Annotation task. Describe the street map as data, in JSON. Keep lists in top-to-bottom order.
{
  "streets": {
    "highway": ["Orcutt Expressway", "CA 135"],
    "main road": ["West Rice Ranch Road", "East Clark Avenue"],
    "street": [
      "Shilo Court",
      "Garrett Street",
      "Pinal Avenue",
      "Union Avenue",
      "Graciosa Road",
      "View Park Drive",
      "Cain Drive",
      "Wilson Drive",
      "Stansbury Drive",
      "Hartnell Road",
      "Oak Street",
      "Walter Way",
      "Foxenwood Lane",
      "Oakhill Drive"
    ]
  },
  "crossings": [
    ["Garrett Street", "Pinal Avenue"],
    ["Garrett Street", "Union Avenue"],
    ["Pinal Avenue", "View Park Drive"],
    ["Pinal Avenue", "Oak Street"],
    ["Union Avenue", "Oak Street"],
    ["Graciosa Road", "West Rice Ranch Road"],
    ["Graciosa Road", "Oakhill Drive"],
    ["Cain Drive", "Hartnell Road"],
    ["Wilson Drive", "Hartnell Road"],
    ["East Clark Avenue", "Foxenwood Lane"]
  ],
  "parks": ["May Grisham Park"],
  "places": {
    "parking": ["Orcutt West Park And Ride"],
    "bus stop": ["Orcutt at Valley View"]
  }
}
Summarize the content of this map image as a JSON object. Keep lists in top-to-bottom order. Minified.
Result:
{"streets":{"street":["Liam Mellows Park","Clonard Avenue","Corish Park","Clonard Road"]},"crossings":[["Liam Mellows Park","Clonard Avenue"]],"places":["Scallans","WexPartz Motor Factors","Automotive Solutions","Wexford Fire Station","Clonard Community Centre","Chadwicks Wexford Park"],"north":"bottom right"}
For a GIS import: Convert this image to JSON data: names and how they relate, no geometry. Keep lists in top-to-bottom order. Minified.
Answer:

· · · · · · ·

From the entries above, tally the lines that contain the string "Minified". Report the total and nothing more.

*RESPONSE TO THIS TASK*. 2